DATA BLOCK |
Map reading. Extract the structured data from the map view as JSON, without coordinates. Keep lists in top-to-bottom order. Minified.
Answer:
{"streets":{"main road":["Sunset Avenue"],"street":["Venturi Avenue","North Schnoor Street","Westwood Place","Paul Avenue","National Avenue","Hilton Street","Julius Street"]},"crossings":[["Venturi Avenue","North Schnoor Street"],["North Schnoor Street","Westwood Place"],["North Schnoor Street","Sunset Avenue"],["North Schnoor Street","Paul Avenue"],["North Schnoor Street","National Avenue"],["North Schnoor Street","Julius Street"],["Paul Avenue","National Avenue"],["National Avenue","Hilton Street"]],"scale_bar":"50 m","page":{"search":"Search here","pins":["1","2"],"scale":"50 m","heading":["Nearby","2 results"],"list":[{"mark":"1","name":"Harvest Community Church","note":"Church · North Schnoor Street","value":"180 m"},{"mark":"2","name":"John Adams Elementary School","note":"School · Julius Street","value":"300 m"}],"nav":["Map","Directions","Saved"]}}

EXERCISE REQUIREMENTS | Using the data above, output each line exactly.

EXERCISE RESULT |
Map reading. Extract the structured data from the map view as JSON, without coordinates. Keep lists in top-to-bottom order. Minified.
Answer:
{"streets":{"main road":["Sunset Avenue"],"street":["Venturi Avenue","North Schnoor Street","Westwood Place","Paul Avenue","National Avenue","Hilton Street","Julius Street"]},"crossings":[["Venturi Avenue","North Schnoor Street"],["North Schnoor Street","Westwood Place"],["North Schnoor Street","Sunset Avenue"],["North Schnoor Street","Paul Avenue"],["North Schnoor Street","National Avenue"],["North Schnoor Street","Julius Street"],["Paul Avenue","National Avenue"],["National Avenue","Hilton Street"]],"scale_bar":"50 m","page":{"search":"Search here","pins":["1","2"],"scale":"50 m","heading":["Nearby","2 results"],"list":[{"mark":"1","name":"Harvest Community Church","note":"Church · North Schnoor Street","value":"180 m"},{"mark":"2","name":"John Adams Elementary School","note":"School · Julius Street","value":"300 m"}],"nav":["Map","Directions","Saved"]}}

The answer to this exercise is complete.